Prof John Halliday Scott FRSE (28 December 1851 – 25 February 1914) was a Scottish-born New Zealand university professor, artist and medical school dean.

==Early life and education==

He was born John Lidderdale Scott at 13 Drummond Place in Edinburgh, Scotland in 1851. His parents were Marion Shaw Lidderdale and Andrew Scott (WS).

He was educated at Edinburgh Institution and then studied medicine at the University of Edinburgh, graduating with an MB ChB in 1874. He then went on to take the Membership of the Royal College of Surgeons postgraduate diploma in 1876. The adoption of the middle name "Halliday" appears a homage to his university professor: John Halliday Croom.

== Career ==
He obtained a position as House Surgeon at the Royal Infirmary of Edinburgh then Stirling Royal Infirmary. He returned to Edinburgh as a Demonstrator in Anatomy 1876/77 and obtained his doctorate (M.D.) in 1877. He was elected as a Fellow of the Royal Society of Edinburgh in May 1880. His proposers were Sir Charles Wyville Thomson, Sir William Turner, Daniel John Cunningham and Sir John Murray.

Scott practiced in Scotland for a time before he was appointed Professor of Anatomy and Physiology at the University of Otago in 1877. He sailed to New Zealand on SS Ringarooma arriving on 27 July 1877. His first home in Dunedin was a semi-detached house on St David Street (later named Scott Street in his honour).

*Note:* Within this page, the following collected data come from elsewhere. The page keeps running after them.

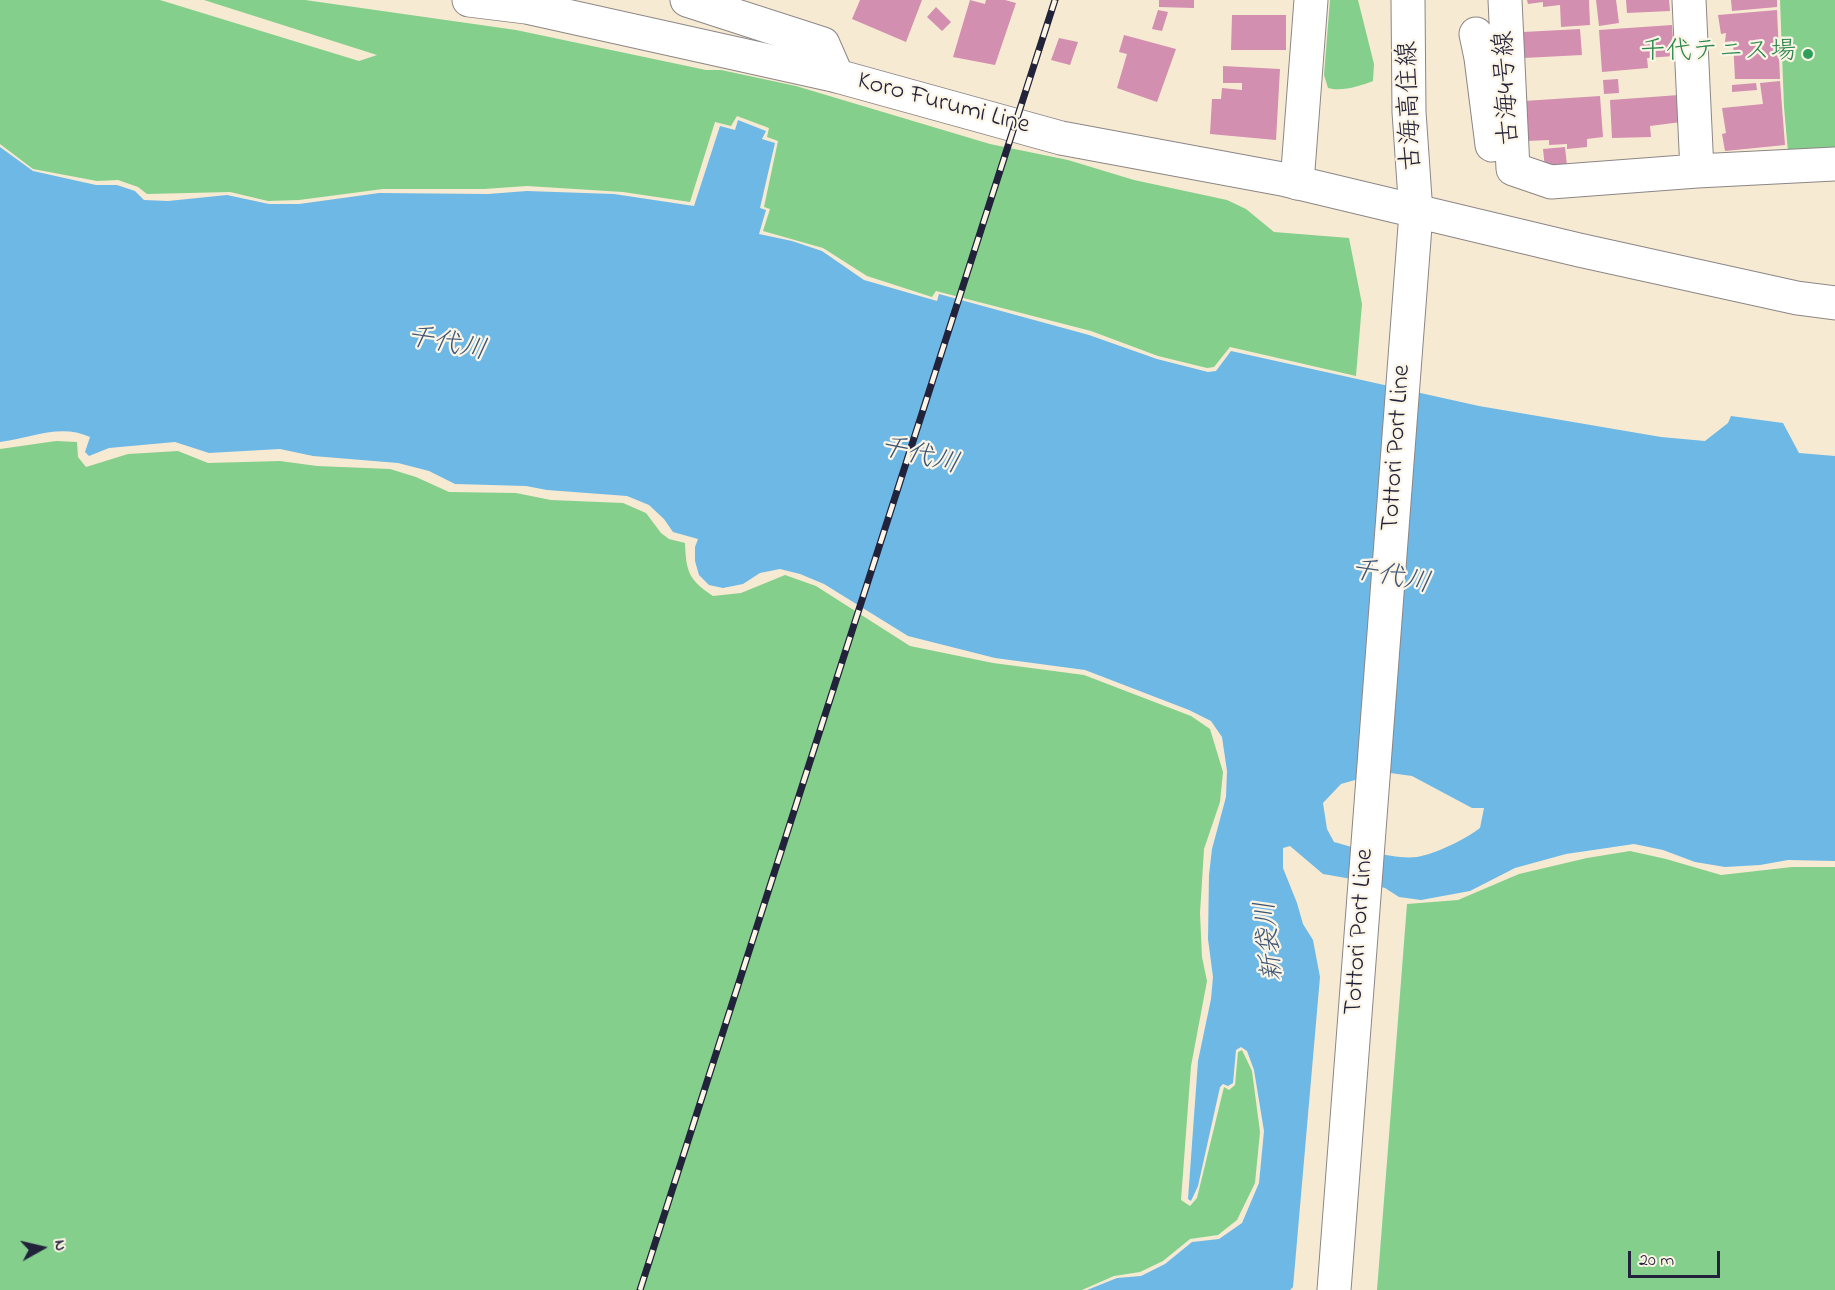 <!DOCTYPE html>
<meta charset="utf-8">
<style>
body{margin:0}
#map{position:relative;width:1835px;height:1290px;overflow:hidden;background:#f7ead2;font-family:"Indie Flower",sans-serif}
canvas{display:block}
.north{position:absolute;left:12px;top:1218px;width:60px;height:60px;-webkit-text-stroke:4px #fcf5e5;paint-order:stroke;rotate:82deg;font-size:16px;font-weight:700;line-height:24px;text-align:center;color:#22223b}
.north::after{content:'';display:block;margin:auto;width:21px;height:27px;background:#22223b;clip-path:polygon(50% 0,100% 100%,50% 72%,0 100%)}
.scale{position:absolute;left:1628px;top:1251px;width:92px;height:27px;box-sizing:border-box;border:3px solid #22223b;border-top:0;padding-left:8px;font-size:18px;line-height:21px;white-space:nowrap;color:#22223b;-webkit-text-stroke:4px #fcf5e5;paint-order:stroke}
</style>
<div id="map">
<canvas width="1835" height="1290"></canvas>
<div class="north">N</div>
<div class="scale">20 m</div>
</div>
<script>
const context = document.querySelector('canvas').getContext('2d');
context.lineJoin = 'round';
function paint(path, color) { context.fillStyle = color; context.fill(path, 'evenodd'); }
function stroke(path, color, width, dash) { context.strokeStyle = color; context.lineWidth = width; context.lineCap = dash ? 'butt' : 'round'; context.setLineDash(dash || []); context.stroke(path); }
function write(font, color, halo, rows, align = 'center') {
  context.font = font + ' "Indie Flower","Klee One",sans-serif'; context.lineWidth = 4.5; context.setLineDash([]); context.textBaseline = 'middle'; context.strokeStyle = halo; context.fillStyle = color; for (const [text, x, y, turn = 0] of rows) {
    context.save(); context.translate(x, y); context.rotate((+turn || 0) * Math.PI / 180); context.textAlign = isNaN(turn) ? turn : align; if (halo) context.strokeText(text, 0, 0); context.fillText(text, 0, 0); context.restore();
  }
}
const green = new Path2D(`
 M 0,0 L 160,0 L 359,61 L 377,55 L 204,0 L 305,0 L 516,30 L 706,70 L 721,70 L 796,86 L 990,144 L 1068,160 L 1134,180 L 1227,200 L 1246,209 L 1274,232 L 1349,238 L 1362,304 L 1356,376 L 1230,347 L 1214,367 L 1207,368 L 1158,356 L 1091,331 L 936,291 L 932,297 L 867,276 L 823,248 L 763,231 L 770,209 L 764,207 L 778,141 L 767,137 L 769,128 L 737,116 L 731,126 L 715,122 L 690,202 L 623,192 L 527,186 L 484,189 L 383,189 L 299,200 L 268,201 L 230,192 L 147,194 L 138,187 L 118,180 L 97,181 L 33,169 L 0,144 Z
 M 1330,0 L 1358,0 L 1374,64 L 1373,81 C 1360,86 1342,92 1328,88 L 1324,75 Z
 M 1780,0 L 1835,0 L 1835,148 L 1788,152 L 1784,107 Z
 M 56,441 L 77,442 L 78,457 L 86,467 L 128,454 L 178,451 L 208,463 L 280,461 L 317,466 L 390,469 L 416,477 L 449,492 L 516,493 L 551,500 L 623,503 L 646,513 L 661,533 L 669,539 L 685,543 C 686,572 689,580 713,596 L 741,593 L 785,575 L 816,586 L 910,646 L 993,663 L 1084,675 L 1191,716 L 1210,729 L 1223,772 L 1220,802 L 1204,849 L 1200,913 L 1202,957 L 1207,981 L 1191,1066 L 1181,1200 L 1190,1206 L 1197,1198 L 1224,1087 L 1229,1090 L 1235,1085 L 1238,1052 L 1242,1050 L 1252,1071 L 1260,1132 L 1255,1183 L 1237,1220 L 1218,1235 L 1190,1239 L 1163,1261 L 1140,1272 L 1114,1276 L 1082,1290 L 0,1290 L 0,449 Z
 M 1630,851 L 1666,859 L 1721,875 L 1792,867 L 1835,867 L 1835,1290 L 1377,1290 L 1407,904 L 1458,900 L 1519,874 L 1587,858 Z`);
const water = new Path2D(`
 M 738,120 L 766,131 L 762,139 L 775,143 L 760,208 L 766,210 L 759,234 L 792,241 L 822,251 L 864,280 L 937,301 L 939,294 L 1089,335 L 1157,359 L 1208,372 L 1216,371 L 1231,351 L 1479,406 L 1661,437 L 1705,441 L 1728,423 L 1731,416 L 1783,423 L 1799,453 L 1835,456 L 1835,861 L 1788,860 L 1760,865 L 1725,867 L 1695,862 L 1663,850 L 1634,844 L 1566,854 L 1515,868 L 1470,891 L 1421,900 L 1399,897 L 1385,888 L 1346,878 L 1323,874 L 1290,846 L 1283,848 L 1283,868 L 1297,903 L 1303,924 L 1313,940 L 1320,977 L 1293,1287 L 1290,1290 L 1087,1290 L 1117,1278 L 1141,1276 L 1165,1264 L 1192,1242 L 1219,1239 L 1242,1223 L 1259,1183 L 1264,1131 L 1254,1070 L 1247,1051 L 1241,1047 L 1236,1050 L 1233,1083 L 1228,1086 L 1223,1084 L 1220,1087 L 1198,1186 L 1191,1201 L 1188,1199 L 1198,1061 L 1211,999 L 1213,977 L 1208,939 L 1209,875 L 1212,849 L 1226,797 L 1227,771 L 1222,737 L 1211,721 L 1189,710 L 1085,670 L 995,658 L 908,636 L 824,584 L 800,574 L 780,569 L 760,573 L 743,584 L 723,588 L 709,585 L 699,575 L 695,561 L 695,547 L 698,539 L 673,532 L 664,519 L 649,505 L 627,496 L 547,490 L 526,486 L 455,484 L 429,471 L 398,463 L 313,456 L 280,449 L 209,453 L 175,442 L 109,448 L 89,456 L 85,452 L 90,437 C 61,423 30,438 0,442 L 0,147 L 33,171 L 96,185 L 117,185 L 135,191 L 144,200 L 168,201 L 227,195 L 269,204 L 299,204 L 379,193 L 488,194 L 527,191 L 614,194 L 694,206 L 720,126 L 735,130 ZM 1383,772 L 1412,776 L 1472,808 L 1484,808 L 1480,828 C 1466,839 1435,854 1417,857 C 1395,860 1356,848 1334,842 L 1327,829 L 1323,803 L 1341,784 Z`);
const building = new Path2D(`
 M 860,0 L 922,0 L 906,42 L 852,19 Z
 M 970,0 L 985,4 L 986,0 L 1005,0 L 1016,3 L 995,65 L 953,57 Z
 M 1159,0 L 1194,0 L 1194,8 L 1159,7 Z
 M 1527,0 L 1589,0 L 1590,25 L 1561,27 L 1560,5 L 1543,7 L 1543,2 L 1528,4 Z
 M 1596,0 L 1616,0 L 1619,23 L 1599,26 Z
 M 1626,0 L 1669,0 L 1670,11 L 1627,13 Z
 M 1731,0 L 1777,0 L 1777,7 L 1732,11 Z
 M 936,7 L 951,22 L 942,31 L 927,17 Z
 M 1158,10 L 1168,12 L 1162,31 L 1152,29 Z
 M 1777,10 L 1780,79 L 1735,79 L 1733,41 L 1725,42 L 1726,33 L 1721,34 L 1718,15 Z
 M 1232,15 L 1286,15 L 1286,50 L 1231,50 Z
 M 1672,25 L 1674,56 L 1647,58 L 1648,68 L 1602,72 L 1599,30 Z
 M 1580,29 L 1582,55 L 1524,58 L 1523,32 Z
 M 1124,35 L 1176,49 L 1157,102 L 1117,88 L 1127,54 L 1119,52 Z
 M 1059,38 L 1078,42 L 1070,65 L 1051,60 Z
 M 1223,66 L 1280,69 L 1276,140 L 1210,134 L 1212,99 L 1221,99 L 1222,88 L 1242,90 L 1242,83 L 1223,83 Z
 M 1618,79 L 1619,93 L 1604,94 L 1603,80 Z
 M 1780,81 L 1785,145 L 1725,151 L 1722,134 L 1726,133 L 1722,108 L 1763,104 L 1760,83 Z
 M 1756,83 L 1757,90 L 1732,92 L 1732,85 Z
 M 1679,95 L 1681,122 L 1650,126 L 1651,137 L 1612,138 L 1610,100 Z
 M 1600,96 L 1603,137 L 1587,139 L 1587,147 L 1567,149 L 1567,144 L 1549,145 L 1549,140 L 1526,141 L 1524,101 Z
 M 1565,147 L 1567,166 L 1545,168 L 1543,149 Z`);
const minor = new Path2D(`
 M 687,0 L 823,44 L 837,76
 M 1408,0 L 1409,112 L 1416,213
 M 1505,0 L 1513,169 L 1551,182 L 1697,171 L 1835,164
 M 1689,0 L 1697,171
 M 1476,34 L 1481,58 L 1492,145
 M 1297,183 L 1311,0`);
const major = new Path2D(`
 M 469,0 L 526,7 L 837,76 L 1061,138 L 1282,179 L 1579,250 L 1797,298 L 1835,303
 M 1334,1290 L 1416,213`);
const rail = new Path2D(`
 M 640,1290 L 1055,0`);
const markers = [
 [1808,54,6,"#2e9e5b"]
];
const leisureNames = [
 ["千代テニス場",1796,54]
];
const streetNames = [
 ["古海4号線",1509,88,-93],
 ["Koro Furumi Line",943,105,15],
 ["古海高住線",1412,106,-92],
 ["Tottori Port Line",1398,448,-86],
 ["Tottori Port Line",1361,932,-86]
];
const waterNames = [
 ["千代川",446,346,11],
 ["千代川",919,458,14],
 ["千代川",1390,579,11],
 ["新袋川",1272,941,-96]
];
paint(green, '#84cf8c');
paint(water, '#6eb8e6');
paint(building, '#d28faf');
stroke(minor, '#8c8686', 35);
stroke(major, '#8c8686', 35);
stroke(minor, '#fff', 33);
stroke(major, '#fff', 33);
stroke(rail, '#22223b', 7);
stroke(rail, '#fcf5e5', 4.5, [14]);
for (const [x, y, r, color] of markers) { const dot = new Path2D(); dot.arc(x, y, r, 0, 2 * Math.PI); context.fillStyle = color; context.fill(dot); stroke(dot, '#fcf5e5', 2); }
write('26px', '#27864d', '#fcf5e5', leisureNames, 'right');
write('26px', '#22223b', '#fcf5e5', streetNames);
write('italic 27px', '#3d5677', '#fcf5e5', waterNames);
</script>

He was appointed Dean of Medicine in 1891 remaining in the post until his death in 1914.

== Personal life ==
In 1882 he returned to Britain during the summer vacation (winter in UK) and in January 1883 married Helen Gardner Bealey (d.1899) in Cheltenham. She returned with him to New Zealand and they had two daughters and three sons. One son was Robert Hannay Scott who was killed in action at the Somme in World War I.

He joined the Otago Art Society and was its Secretary for 30 years and was a member of the Otago Institute.

After a series of small strokes he died of a cerebral haemorrhage in Dunedin on 25 February 1914.

==Artistic works==
Scott was a gifted artist and also a competent photographer.

- Lusitania Bay (1880)
- Moeraki Builders (1889)

==Publications==

- Contribution to the Osteology of the Aborigines of New Zealand and of the Chatham Islands. Transactions and Proceedings of the Royal Society of New Zealand, Volume 26, 1893.